Retrograde cargo localization requires intact Glo3 function. (A) Cells harboring the MET3pr-GLO3 or MET3pr-glo3-R59K genes were transferred to medium lacking methionine to induce gene expression. After 6 h, cells were processed for fluorescence microscopy as described previously. The retrograde cargo protein Emp47-myc was detected by Alexa 488 fluorescence (left).

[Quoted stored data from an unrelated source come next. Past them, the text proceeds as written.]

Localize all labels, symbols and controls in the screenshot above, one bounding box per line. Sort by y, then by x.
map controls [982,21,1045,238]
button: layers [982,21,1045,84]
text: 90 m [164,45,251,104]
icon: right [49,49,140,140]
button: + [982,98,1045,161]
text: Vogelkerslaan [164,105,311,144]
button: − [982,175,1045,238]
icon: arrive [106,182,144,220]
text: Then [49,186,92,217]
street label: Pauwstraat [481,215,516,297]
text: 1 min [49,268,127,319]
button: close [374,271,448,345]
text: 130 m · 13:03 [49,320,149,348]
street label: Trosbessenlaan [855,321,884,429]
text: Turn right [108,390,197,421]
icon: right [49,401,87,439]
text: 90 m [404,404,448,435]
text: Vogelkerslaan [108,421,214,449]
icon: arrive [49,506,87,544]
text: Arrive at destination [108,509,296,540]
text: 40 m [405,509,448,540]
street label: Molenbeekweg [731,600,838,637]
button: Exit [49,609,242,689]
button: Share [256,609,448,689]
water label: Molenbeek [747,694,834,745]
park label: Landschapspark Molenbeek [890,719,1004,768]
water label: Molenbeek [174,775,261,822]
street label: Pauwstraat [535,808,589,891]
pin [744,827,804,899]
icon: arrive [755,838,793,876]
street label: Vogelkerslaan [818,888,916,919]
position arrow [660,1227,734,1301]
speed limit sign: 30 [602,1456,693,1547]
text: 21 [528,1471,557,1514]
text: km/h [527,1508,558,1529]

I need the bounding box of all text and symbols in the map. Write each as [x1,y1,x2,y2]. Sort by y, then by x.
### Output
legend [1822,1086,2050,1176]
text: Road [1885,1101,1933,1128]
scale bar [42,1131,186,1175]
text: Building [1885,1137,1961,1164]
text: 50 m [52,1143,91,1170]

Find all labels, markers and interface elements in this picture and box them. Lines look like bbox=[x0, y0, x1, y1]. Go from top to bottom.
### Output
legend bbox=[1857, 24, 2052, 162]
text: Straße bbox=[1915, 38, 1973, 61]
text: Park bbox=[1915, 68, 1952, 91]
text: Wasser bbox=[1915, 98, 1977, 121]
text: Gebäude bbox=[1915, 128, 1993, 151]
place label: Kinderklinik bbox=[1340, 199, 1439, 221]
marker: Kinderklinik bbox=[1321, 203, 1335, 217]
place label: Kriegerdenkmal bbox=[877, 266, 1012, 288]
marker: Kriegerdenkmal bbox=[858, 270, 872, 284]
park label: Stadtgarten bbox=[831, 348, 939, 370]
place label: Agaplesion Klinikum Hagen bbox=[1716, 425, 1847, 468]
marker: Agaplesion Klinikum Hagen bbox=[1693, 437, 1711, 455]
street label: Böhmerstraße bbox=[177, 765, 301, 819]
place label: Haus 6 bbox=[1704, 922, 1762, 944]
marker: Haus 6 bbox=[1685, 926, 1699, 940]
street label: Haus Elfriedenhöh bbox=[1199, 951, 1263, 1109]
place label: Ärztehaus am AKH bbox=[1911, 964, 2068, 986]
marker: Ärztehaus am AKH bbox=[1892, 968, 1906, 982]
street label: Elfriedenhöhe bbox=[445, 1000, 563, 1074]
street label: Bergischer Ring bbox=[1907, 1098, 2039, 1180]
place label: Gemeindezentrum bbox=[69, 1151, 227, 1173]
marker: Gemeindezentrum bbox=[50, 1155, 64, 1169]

Cell morphology (differential interference contrast) is displayed in panels on the right. (B) Sed5-GFP is localized to the Golgi. glo3Δ cells carrying the MET3pr-GLO3 plasmid, an empty vector plasmid or the MET3pr-glo3-R59K plasmid and plasmid expressing Sed5-GFP were shifted to medium lacking methionine and grown for 6 h at 30°C. Cells were immediately examined for Sed5-GFP localization.

Figure 8.

Increased abundance of the Gcs1 ArfGAP rescues Glo3-R59K lethality. glo3Δ yeast cells harboring a low-copy plasmid with the MET3pr-glo3-R59K gene were transformed with either an empty high-copy plasmid, a high-copy plasmid carrying the GLO3 gene, or a high-copy plasmid carrying the GCS1 gene. Cells were streaked for single colonies on either Met+ or Met- media and grown at 30°C for 2 days.

Figure 9.

Glo3-R59K prevents the generation of COPI vesicles in vitro. COPI vesicles were generated from Golgi membranes isolated from yeast cells carrying the MET3pr-glo3-R59K, MET3pr-GLO3, and MET3pr-empty plasmids, which were incubated in the presence of GTP and COPI components. The vesicles were purified over a velocity gradient and subsequently floated on a Nycodenz gradient. Fractions were collected from the top, separated by SDS-PAGE, and analyzed by immunoblot. The arrows indicate the direction of movement of lipid particles within the gradient.